I got inspired by Karpathy's LLM Wiki, implemented it in OpenClaw, and extended it into GBrain. One command to install. A git repo where every person, meeting, article, and idea gets a page. Benchmarks at 97.6% recall on LongMemEval with no LLM in the retrieval loop, and ships 39 installable skills.
Don't start by planning your skill architecture. Start by doing a thing. Write a report. Research a person. Analyze your portfolio. Build a prediction model for your sports bets. Whatever you actually care about. Do it with your agent, iterate until it's good, then run skillify to extract the pattern into a reusable skill. That loop turns one-off work into compounding infrastructure.

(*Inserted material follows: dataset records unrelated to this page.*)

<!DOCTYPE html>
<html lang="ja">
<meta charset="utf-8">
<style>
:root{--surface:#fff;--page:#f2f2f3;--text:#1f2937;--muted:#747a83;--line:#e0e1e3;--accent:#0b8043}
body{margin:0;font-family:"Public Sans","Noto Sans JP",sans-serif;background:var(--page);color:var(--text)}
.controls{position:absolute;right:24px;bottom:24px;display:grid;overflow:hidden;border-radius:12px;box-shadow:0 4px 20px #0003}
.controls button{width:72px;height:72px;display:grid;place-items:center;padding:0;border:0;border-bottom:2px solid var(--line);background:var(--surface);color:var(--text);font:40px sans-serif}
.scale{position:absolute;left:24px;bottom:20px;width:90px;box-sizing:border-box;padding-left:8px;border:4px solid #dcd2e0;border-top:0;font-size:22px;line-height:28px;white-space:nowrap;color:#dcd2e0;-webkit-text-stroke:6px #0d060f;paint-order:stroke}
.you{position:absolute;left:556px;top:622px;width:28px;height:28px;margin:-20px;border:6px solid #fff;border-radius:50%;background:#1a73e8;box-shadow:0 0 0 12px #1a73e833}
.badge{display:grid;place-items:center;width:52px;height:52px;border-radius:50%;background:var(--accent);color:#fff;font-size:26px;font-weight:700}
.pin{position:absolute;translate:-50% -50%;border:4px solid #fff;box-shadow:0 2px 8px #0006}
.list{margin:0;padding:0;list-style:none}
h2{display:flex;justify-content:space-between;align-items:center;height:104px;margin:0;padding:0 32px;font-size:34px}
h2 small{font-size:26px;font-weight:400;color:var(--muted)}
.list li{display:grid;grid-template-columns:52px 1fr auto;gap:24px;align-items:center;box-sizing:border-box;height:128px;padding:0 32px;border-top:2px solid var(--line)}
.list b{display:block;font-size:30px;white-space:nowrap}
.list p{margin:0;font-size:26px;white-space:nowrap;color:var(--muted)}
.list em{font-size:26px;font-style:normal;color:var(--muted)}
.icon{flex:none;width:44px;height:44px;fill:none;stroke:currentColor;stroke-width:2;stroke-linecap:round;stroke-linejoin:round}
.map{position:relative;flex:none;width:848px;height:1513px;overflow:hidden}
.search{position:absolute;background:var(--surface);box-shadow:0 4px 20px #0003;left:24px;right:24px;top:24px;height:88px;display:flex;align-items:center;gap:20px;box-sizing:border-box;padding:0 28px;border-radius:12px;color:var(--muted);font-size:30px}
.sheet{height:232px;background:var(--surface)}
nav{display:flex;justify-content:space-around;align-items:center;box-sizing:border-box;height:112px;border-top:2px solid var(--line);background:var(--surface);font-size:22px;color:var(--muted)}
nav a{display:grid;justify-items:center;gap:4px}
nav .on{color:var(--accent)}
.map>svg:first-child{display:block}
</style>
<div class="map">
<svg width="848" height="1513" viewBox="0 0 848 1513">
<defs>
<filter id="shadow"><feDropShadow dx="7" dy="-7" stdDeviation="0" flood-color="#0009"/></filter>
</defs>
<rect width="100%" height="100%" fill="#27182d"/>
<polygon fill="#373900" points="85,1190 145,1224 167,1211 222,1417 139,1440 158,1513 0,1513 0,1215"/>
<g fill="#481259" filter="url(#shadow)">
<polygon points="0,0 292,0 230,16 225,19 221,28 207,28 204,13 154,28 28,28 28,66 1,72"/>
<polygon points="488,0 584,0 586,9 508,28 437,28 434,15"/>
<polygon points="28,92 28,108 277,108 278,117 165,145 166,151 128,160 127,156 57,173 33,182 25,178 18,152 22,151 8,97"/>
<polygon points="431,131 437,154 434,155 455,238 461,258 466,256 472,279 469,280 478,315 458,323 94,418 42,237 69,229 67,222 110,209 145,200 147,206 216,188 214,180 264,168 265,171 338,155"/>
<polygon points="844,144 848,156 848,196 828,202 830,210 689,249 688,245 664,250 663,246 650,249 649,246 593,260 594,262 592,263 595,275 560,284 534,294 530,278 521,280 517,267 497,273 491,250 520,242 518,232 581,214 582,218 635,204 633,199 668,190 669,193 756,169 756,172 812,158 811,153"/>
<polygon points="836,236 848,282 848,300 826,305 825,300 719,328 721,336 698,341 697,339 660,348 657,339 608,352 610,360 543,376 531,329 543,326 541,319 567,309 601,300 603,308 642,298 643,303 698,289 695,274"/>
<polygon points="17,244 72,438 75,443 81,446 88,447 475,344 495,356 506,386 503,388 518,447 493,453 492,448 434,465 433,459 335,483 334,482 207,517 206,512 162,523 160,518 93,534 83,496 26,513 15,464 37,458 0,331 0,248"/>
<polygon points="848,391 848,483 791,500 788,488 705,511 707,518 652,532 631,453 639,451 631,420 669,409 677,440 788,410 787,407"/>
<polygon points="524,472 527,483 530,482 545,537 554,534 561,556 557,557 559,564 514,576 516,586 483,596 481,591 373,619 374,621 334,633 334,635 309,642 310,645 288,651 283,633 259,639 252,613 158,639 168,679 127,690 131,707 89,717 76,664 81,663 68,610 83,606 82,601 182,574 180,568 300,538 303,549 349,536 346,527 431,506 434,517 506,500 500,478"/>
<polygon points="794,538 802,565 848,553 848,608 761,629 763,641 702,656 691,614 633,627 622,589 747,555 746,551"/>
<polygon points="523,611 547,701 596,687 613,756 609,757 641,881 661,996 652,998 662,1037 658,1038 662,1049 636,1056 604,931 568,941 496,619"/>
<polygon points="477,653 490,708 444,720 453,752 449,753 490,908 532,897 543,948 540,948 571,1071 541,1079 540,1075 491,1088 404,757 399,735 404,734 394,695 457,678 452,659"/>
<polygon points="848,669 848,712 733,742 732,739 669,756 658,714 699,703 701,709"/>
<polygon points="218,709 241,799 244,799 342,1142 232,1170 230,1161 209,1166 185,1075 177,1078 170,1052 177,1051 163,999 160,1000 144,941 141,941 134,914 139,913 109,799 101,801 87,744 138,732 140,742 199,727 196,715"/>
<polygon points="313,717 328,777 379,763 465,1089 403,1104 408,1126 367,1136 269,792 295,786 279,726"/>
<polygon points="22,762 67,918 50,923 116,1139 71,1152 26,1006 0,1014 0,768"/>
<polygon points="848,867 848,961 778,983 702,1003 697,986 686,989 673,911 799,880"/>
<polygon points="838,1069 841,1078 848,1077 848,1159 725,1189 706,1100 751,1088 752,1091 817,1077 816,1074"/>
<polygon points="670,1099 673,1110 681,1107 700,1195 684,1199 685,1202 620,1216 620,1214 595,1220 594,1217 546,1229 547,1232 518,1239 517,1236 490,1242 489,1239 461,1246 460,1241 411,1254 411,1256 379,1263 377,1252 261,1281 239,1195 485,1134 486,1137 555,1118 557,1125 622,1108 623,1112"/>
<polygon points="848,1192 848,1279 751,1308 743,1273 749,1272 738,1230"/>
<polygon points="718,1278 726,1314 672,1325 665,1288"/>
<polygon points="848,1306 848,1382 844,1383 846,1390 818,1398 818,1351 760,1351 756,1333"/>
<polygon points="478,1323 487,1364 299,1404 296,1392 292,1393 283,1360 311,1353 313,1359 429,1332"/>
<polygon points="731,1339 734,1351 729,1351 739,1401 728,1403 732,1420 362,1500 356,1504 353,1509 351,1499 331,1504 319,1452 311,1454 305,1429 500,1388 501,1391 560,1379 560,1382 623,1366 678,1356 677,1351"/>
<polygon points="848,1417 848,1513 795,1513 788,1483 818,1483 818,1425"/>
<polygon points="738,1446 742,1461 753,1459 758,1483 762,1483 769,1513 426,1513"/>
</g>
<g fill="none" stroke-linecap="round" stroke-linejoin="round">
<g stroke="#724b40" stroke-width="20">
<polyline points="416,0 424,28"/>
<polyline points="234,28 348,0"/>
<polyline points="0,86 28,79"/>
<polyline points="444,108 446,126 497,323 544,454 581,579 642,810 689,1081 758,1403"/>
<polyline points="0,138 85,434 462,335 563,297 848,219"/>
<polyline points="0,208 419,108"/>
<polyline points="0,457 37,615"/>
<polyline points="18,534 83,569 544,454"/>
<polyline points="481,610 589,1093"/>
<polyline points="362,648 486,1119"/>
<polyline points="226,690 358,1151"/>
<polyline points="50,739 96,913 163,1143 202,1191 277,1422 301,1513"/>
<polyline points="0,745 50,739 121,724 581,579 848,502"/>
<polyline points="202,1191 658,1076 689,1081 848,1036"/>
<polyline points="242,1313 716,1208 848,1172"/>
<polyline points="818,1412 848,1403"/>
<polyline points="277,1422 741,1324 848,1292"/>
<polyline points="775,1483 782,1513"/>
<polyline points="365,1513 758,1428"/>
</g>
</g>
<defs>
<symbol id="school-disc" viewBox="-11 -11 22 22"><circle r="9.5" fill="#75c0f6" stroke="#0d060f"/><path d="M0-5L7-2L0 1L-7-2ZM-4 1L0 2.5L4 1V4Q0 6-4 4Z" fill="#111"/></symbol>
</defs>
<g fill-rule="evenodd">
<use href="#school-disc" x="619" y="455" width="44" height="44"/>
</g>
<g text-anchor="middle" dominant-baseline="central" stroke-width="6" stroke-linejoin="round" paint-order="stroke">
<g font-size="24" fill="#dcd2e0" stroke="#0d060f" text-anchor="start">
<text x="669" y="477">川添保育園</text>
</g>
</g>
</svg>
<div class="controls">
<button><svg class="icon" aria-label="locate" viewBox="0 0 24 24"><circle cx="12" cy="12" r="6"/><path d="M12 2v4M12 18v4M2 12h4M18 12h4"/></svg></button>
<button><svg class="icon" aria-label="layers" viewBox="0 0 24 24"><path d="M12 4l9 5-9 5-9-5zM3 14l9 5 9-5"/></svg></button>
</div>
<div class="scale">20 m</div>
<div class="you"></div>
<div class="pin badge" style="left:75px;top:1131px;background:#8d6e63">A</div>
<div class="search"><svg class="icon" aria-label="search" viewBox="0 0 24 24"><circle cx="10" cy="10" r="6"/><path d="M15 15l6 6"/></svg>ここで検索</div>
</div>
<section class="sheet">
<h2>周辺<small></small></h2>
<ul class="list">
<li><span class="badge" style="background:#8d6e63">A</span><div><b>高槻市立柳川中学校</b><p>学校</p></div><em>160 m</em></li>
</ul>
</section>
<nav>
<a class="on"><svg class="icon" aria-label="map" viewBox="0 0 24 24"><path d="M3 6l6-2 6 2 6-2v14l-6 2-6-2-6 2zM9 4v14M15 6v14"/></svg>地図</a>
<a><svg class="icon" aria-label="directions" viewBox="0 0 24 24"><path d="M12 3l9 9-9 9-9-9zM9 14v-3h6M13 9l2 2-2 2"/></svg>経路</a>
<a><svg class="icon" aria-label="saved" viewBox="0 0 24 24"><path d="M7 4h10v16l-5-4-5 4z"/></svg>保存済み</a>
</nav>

The skill will be mediocre at first. That's the point. Use it, read what it produces, and when something is off, run cross-modal eval — send the output through multiple models and have them score each other on the dimensions you care about. That's how I caught the factual errors in book-mirror. The fix got baked into the skill, and every mirror since has been clean.
In six months you'll have something no chatbot can replicate, because the value isn't in the model — it's in what you've taught the system about your specific life, work, and judgment.
The LLM on its own is just an engine. You can build your own car. The first thing I built with this system was terrible. The hundredth was something I'd trust with my calendar, my inbox, my meeting prep, and my reading list. The compound curve is real.